Data excerpts
::::

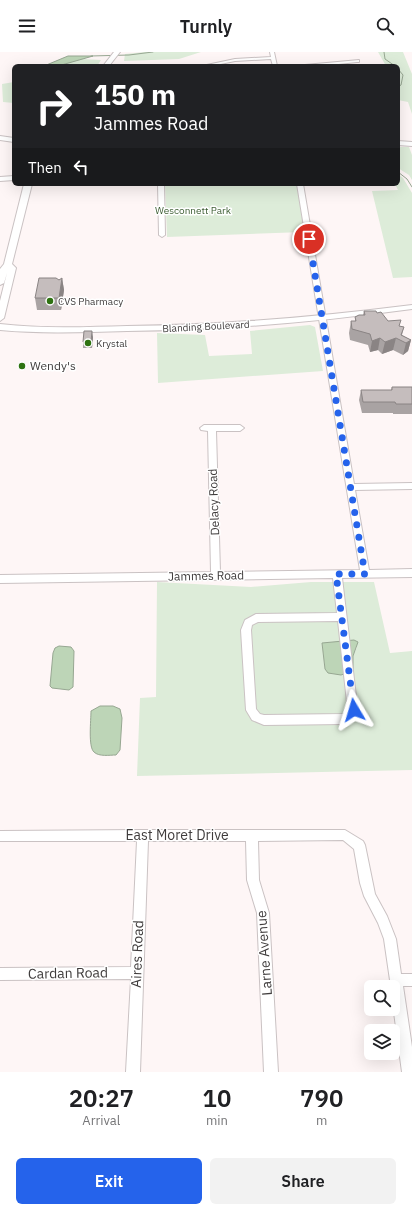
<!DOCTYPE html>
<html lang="en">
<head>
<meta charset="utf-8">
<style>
  body { margin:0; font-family:"IBM Plex Sans",sans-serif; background:#f2f2f2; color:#202124; height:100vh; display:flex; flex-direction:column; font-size:15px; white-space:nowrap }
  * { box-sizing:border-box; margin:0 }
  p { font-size:13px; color:#757577 }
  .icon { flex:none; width:22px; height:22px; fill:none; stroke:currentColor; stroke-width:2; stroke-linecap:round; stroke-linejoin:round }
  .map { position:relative; height:1020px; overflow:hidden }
  .details { display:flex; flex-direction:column; background:#fff; flex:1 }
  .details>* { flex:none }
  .hud { position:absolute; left:12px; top:12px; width:388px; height:122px; border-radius:6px; box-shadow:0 4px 16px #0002; background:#202124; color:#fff; overflow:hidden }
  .fabs { position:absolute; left:364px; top:928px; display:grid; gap:8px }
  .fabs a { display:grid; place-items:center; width:36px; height:36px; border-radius:6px; background:#fff; box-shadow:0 4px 16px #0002; font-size:20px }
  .pin { position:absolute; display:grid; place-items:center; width:34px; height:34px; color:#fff; margin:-17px; border:2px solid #fff; border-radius:50%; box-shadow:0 1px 4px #0007 }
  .me { position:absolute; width:44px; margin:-22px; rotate:353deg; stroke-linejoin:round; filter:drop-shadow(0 0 3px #0008) }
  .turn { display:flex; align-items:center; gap:14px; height:84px; padding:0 16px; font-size:18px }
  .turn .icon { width:52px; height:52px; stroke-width:2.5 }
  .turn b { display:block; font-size:28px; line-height:34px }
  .then { display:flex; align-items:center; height:38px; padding:0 16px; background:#0003; gap:8px; font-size:15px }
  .eta { display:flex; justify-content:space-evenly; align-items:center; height:68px; text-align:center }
  .eta b { font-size:24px; font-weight:600; line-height:28px }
  .cta { display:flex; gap:8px; margin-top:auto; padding:8px 16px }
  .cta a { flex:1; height:46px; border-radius:6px; background:#2563eb; color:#fff; font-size:16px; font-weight:600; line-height:46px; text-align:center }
  .cta a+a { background:#f2f2f2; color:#202124 }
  header { display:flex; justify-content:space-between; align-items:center; height:52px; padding:0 16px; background:#fff; font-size:18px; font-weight:600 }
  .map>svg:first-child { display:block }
</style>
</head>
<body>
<header><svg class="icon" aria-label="menu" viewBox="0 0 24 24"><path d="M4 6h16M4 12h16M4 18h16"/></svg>Turnly<svg class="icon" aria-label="search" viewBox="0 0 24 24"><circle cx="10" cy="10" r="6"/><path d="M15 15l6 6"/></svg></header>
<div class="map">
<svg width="412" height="1020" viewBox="0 0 412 1020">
  <rect width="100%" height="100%" fill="#fef6f6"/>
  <path fill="#ddecd9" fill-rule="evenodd" d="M145 0H201L179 7 124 9 125 2Z
    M378 0H403L412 22V62L408 50 398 48V14H386Z
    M82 7 101 8 97 14H58Z
    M14 30V51L3 50 2 32Z
    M398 95H409L412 103V128L409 123 398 116Z
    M398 122 403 126 412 141V225L393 226 372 139 398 138 395 132H398Z
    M165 132H297L304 180 167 185Z
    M310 273 315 275 323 319 158 331 157 281 205 283 209 304 252 302 250 279Z
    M157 530 251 535 311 530H374L390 601 412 599V718L137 724 140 646 156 645ZM322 591H334L357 595 353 604V616L325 617Z"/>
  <path fill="#bdd5b7" stroke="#97a792" d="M68 4H93L58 14H44Z
    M354 588 358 590 353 604V616L352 619 341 623 328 621 325 617 322 591Z
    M59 594 71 595 74 599 73 635 69 638 52 636 50 634 53 601 55 596Z
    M100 654H113L120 657 122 666 120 698 116 703C110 703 99 705 94 700 88 695 91 668 91 659Z"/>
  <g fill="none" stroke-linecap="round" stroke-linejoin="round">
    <path stroke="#97a792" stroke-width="1" d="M384 0 385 7 395 14
      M91 4 129 3 153 0
      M398 17 403 23 401 33 398 35
      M398 120 407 127 412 135"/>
    <defs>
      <path id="minor" d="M270 0H274L277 14H273L271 7 235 9 211 14H202L235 7 271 5Z
        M359 8V10H357L320 14H303L305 13Z
        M0 84 14 86V90L0 88Z
        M398 89 412 90V94L398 93Z
        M14 124V128L0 129V125Z
        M158 132H164L165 183 162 185 159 183Z
        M297 132H303L354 432 412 431V437L355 438 369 518 412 517V525L342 526 358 661 352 669 344 672 264 673 252 668 246 658 241 578 245 568 256 562 337 561 333 526 0 531V523L211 520 208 379 201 378 200 376 204 373H240L244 376 240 379H216L220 520 360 518ZM338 569 348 659 344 662 264 663 260 662 256 657 251 578 252 573 258 570Z
        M142 778H345L363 789 365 793 375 842 387 864 396 887 401 922H412V934H403L412 995V1020H402L393 953V935H391L384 887 378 871 364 844 360 831 354 797 343 788 258 789 259 828 269 861 278 1020H264L257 861 247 828 246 789H148L140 1020H126L131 927 0 928V916L131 915 137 789H0V779Z"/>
      <path id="major" d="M114 0H120L109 14H103Z
        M24 132H32L12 212 16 216 4 266 0 269V249L7 221 4 231 0 233V217L4 212Z
        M412 253V257C317 270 223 278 127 279 85 280 43 282 0 278V272C43 277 85 275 127 274 223 273 317 265 412 253Z"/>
    </defs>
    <use href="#minor" stroke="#cac2c3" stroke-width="2"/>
    <use href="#major" stroke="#cac2c3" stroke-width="2"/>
    <use href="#minor" fill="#fff" fill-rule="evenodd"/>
    <use href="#major" fill="#fff" fill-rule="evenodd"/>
  </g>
  <path fill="#a9a3a3" d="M62 226 64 238 61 258H37L35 246 59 228Z
    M364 259 377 261 388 269 400 274 404 275 402 283 411 288 408 299 403 303 393 298 382 302 378 298 370 300 368 293 350 288 349 281 351 269H355V265L363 263Z
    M93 285 92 296H83V290Z
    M392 335H412V362H393V361H362L359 348 361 338H391Z"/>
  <path fill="#8a8484" d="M62 226 64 238 61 258 59 246Z
    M92 279 93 285 92 296 91 290Z
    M380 286 378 298 370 300 372 289Z
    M396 286 393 298 382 302 385 290Z
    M411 288 408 299 403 303 406 291Z"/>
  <path fill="#c5bdbd" stroke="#8a8484" d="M39 226H56L59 228 62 226 59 246H35Z
    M364 259H376L377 261 381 260 388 269 401 268 399 274 404 275 401 283 411 288 406 291 396 286 385 290 380 286 372 289 370 282 352 277 351 269H356L355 265 359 263H365Z
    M84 279H92L91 290H83Z
    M392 335H412V352H396L395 350H363L361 338H392Z"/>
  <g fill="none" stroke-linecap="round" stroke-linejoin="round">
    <path stroke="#2563eb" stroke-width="7" stroke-dasharray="0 12.6" d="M309 187 365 522H336L354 658"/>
  </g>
  <g fill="#2e7211" stroke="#fff" stroke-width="1.5">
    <circle cx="50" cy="249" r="4"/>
    <circle cx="88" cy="291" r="4"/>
    <circle cx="22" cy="314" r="4"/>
  </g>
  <g text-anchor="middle" stroke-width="3" stroke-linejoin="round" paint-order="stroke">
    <g font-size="10" fill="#3b5c31" stroke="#fff">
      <text x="193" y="162">Wesconnett Park</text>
    </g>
    <g font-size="10" fill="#3f3c3c" stroke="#fff" text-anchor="start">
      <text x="58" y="253">CVS Pharmacy</text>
      <text x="96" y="295">Krystal</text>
    </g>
    <g font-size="10" fill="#3f3c3c" stroke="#fff">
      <text transform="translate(206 274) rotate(-3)" y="4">Blanding Boulevard</text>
    </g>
    <g font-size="12" fill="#3f3c3c" stroke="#fff" text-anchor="start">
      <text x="30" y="318">Wendy's</text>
    </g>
    <g font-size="12" fill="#3f3c3c" stroke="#fff">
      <text transform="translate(214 450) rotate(-92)" y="4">Delacy Road</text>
      <text transform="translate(206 524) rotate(-1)" y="4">Jammes Road</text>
    </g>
    <g font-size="14" fill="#3f3c3c" stroke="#fff">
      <text x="177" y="788">East Moret Drive</text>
      <text transform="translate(264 901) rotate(-94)" y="5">Larne Avenue</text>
      <text transform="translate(137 902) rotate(-88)" y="5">Aires Road</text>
      <text transform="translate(68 921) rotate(-1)" y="5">Cardan Road</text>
    </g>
  </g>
</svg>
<div class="fabs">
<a><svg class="icon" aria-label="search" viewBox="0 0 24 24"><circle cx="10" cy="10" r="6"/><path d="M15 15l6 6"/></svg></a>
<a><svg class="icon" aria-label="layers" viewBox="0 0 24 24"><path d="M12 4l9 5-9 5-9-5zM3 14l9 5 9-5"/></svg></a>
</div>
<div class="pin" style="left:309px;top:187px;background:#d93025"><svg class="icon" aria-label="arrive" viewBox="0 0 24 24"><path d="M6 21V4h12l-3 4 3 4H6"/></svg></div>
<svg class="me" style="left:354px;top:658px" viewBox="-20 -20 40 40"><path d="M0-17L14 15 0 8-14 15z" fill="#2563eb" stroke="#fff" stroke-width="4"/></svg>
<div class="hud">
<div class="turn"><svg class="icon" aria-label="right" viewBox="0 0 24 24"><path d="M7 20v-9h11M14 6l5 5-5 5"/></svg><div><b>150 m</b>Jammes Road</div></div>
<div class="then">Then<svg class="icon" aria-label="left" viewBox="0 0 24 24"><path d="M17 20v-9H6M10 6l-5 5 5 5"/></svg></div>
</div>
</div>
<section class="details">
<div class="eta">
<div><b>20:27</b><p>Arrival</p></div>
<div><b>10</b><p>min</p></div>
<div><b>790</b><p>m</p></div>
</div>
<div class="cta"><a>Exit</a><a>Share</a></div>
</section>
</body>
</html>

::::

### [WHAT IS REQUIRED]
What lines in the data above carry "shadow"? Return them all.

### [RESPONSE AREA]
  .hud { position:absolute; left:12px; top:12px; width:388px; height:122px; border-radius:6px; box-shadow:0 4px 16px #0002; background:#202124; color:#fff; overflow:hidden }
  .fabs a { display:grid; place-items:center; width:36px; height:36px; border-radius:6px; background:#fff; box-shadow:0 4px 16px #0002; font-size:20px }
  .pin { position:absolute; display:grid; place-items:center; width:34px; height:34px; color:#fff; margin:-17px; border:2px solid #fff; border-radius:50%; box-shadow:0 1px 4px #0007 }
  .me { position:absolute; width:44px; margin:-22px; rotate:353deg; stroke-linejoin:round; filter:drop-shadow(0 0 3px #0008) }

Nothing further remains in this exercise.